WORK ORDER => Each line below that holds the string "limit" counts once; report the total and nothing else.

^^^^^^^^

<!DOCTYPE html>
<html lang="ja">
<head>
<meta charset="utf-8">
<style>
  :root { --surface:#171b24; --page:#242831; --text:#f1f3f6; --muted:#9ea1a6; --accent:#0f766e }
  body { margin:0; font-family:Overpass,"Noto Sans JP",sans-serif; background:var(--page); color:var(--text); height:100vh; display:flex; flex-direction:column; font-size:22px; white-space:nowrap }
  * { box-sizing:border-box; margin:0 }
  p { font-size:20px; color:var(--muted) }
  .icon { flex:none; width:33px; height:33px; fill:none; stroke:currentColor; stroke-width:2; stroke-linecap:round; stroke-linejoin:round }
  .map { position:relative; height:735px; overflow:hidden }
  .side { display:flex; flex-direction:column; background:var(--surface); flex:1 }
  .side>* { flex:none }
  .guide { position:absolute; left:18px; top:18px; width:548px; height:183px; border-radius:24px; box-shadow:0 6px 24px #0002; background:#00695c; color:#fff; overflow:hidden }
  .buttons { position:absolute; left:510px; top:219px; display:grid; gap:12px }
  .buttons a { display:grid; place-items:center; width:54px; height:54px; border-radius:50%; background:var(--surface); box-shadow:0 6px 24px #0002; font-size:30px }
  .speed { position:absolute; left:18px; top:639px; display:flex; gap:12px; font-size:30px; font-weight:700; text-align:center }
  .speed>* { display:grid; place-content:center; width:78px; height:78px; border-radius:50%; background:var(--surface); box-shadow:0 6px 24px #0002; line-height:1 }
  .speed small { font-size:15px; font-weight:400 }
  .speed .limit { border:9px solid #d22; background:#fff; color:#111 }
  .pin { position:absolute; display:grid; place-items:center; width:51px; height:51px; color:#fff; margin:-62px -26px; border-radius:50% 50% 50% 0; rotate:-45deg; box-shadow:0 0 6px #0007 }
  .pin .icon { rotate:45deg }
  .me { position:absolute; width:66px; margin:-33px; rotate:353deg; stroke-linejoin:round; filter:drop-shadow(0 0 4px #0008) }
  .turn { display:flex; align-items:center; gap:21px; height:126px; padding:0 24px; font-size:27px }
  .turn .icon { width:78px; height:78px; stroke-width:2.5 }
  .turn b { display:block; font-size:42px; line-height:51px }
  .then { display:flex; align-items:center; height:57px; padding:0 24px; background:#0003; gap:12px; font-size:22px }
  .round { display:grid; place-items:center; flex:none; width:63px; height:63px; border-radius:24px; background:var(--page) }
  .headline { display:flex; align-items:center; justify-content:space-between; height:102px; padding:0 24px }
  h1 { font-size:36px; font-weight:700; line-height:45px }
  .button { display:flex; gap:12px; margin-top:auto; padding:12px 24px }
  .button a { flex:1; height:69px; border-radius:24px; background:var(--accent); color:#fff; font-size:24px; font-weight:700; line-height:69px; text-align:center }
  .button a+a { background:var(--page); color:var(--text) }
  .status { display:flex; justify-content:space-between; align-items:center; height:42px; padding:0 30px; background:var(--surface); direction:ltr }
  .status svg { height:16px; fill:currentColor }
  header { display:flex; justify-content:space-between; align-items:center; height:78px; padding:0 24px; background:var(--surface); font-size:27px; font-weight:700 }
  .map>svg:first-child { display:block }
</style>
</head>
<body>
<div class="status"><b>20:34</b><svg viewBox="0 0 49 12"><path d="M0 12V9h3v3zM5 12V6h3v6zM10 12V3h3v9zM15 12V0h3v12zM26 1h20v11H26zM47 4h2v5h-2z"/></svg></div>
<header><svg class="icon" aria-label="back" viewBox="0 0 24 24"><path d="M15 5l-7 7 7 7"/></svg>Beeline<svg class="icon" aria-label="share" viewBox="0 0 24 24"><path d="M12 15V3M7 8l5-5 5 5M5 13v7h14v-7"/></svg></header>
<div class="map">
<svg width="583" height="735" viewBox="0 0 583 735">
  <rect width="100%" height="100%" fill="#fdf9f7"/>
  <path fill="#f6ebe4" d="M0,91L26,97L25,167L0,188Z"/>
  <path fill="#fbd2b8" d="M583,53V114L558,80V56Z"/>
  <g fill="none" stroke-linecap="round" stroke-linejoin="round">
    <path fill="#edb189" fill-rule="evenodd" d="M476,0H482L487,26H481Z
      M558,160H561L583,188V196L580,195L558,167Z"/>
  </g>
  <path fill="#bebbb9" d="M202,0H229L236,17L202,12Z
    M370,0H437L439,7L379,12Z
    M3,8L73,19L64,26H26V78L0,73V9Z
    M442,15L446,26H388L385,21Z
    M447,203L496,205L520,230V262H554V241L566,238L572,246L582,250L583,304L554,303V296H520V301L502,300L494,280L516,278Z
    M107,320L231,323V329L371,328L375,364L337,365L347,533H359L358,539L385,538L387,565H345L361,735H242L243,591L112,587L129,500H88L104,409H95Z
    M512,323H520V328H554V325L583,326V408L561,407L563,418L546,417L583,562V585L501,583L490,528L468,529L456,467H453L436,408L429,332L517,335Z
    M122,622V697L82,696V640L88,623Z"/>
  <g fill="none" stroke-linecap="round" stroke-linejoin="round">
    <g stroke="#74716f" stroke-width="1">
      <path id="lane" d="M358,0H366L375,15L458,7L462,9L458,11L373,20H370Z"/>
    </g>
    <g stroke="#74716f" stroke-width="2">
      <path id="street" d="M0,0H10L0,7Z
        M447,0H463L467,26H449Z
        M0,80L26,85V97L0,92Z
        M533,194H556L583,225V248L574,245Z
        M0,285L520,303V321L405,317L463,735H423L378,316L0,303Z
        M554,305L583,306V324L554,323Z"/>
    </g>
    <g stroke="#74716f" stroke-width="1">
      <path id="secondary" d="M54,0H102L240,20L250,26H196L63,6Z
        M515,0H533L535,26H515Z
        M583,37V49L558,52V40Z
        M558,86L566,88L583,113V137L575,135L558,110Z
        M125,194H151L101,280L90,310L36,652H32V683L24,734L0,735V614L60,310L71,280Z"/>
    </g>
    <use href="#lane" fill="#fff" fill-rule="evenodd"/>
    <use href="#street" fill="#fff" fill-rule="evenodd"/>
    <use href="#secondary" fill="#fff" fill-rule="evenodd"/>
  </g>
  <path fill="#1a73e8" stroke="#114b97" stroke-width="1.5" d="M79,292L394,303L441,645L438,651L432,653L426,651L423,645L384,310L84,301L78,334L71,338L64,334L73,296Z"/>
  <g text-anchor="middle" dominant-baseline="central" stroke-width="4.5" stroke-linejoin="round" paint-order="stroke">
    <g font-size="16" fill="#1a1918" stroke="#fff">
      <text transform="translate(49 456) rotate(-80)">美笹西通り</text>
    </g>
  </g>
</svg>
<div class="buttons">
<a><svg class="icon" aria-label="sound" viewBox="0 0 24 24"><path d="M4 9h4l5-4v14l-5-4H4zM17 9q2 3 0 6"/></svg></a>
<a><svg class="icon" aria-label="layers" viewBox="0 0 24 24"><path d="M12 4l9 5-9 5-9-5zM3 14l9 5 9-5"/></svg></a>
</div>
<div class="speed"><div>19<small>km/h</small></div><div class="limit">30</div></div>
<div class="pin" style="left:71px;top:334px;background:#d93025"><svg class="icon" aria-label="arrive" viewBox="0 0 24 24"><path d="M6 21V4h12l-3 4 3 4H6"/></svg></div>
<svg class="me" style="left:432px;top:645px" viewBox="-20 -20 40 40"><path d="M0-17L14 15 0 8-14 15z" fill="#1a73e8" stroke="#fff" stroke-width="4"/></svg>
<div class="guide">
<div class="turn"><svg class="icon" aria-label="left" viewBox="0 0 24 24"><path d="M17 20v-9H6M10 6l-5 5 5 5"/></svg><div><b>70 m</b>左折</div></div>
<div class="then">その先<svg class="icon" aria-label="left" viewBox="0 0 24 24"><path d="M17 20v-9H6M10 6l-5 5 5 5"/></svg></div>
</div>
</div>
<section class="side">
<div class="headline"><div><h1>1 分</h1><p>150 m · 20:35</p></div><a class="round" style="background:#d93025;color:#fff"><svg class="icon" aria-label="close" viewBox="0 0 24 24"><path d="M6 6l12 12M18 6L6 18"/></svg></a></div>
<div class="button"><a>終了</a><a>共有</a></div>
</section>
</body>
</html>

^^^^^^^^

WRITTEN REPLY => 2